US presidential hopeful Hillary Clinton has called for overhauling America’s “out of balance” criminal justice system, stressing on the need to end era of “mass incarceration” amid continued tensions over the deaths of young black men at the hands of police officers.
“We have allowed our criminal justice system to get out of balance. And these recent tragedies should galvanize us to come together as a nation to find our balance again,” Clinton said here, referring to incidents of deaths of black men from Ferguson to Baltimore.
Clinton, addressing faculty and students at Columbia University yesterday, said the “inequities” that persist in the US justice system undermine a shared vision of what “America can be and should be”.
Clinton listed the recent incidents that sparked tensions with the police, including the killing of Eric Garner, choked to death after being stopped for selling cigarettes in the city, shooting of unarmed Walter Scott in the back in Charleston.
“And, from Ferguson to Staten Island to Baltimore, the patterns have become unmistakable and undeniable,” she said during one of her first significant speeches on the issue after announcing her bid for president.

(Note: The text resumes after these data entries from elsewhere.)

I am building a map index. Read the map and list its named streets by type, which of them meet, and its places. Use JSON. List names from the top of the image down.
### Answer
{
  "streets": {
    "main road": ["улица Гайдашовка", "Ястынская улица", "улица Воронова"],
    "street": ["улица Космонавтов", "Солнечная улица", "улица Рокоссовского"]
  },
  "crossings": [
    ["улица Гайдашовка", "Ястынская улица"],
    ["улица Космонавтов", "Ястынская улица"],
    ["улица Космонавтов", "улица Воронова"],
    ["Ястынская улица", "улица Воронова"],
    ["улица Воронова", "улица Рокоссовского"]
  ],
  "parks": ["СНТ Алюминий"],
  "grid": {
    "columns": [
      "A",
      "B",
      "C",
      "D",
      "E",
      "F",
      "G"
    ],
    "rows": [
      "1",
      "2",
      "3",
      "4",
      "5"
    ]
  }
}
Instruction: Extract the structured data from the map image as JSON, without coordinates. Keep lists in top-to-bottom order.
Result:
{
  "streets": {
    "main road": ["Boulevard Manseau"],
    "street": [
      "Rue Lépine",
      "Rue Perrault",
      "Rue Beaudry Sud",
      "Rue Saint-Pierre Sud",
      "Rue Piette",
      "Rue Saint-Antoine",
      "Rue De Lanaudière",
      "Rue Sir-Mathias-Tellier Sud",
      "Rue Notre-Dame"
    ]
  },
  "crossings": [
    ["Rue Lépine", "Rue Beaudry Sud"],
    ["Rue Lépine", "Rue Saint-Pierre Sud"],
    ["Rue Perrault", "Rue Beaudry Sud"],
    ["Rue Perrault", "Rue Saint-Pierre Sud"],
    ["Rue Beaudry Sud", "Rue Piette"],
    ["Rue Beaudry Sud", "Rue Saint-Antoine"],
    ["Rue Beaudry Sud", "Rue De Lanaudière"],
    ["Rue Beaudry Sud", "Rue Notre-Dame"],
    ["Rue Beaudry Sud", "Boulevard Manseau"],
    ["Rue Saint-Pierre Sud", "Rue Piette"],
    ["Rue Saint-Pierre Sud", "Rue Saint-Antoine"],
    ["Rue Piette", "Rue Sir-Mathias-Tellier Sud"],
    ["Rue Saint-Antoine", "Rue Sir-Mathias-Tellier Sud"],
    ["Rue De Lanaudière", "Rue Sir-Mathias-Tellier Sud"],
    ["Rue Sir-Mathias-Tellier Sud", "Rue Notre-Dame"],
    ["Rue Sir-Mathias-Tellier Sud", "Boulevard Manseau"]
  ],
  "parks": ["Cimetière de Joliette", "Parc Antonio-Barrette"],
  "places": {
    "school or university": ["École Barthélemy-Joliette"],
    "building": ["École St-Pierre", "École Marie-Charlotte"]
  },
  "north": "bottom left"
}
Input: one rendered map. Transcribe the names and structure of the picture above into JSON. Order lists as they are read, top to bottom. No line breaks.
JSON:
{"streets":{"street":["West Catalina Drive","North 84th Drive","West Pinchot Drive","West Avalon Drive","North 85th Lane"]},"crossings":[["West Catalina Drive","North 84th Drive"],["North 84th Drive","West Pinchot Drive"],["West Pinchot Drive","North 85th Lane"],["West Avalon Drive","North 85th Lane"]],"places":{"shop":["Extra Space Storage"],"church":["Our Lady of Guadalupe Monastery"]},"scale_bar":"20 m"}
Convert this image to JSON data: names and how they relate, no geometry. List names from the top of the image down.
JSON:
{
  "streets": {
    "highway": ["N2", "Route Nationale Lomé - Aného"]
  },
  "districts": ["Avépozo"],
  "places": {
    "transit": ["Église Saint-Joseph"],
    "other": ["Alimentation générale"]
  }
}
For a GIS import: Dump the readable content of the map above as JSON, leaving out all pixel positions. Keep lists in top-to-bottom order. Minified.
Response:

She added that the nation has to come to terms with some “hard truths about race and justice in America.”
Making a strong case for reforms in the criminal justice system, Clinton said there was a need for “fresh thinking” and “bold action” from all sides.
“We need to deliver real reforms that can be felt on our streets, in our courthouses, and our jails and prisons, in communities too long neglected. First, we need smart strategies to fight crime that help restore trust between law enforcement and our communities, especially communities of colour,” she said.
Clinton called for ensuring that every police department in the country has body cameras to record interactions between officers on patrol and suspects, describing it as a “commonsense” measure.
She said of the more than two million Americans incarcerated today, a significant percentage are low-level offenders – people held for violating parole or minor drug crimes, or who are simply awaiting trial in backlogged courts.
“Without the mass incarceration that we currently practice, millions fewer people would be living in poverty.
Keeping them behind bars does little to reduce crime. But it is does a lot to tear apart families and communities,” she said.
Clinton added that if the United States brought its correctional expenditures back in line with where they were several decades ago, it will save an estimated USD 28 billion a year.
“It’s time to change our approach. It’s time to end the era of mass incarceration. We need a true national debate about how to reduce our prison population while keeping our communities safe,” she said.
Overhauling the criminal justice system needs to go hand in hand with correcting the inequality among communities, she said.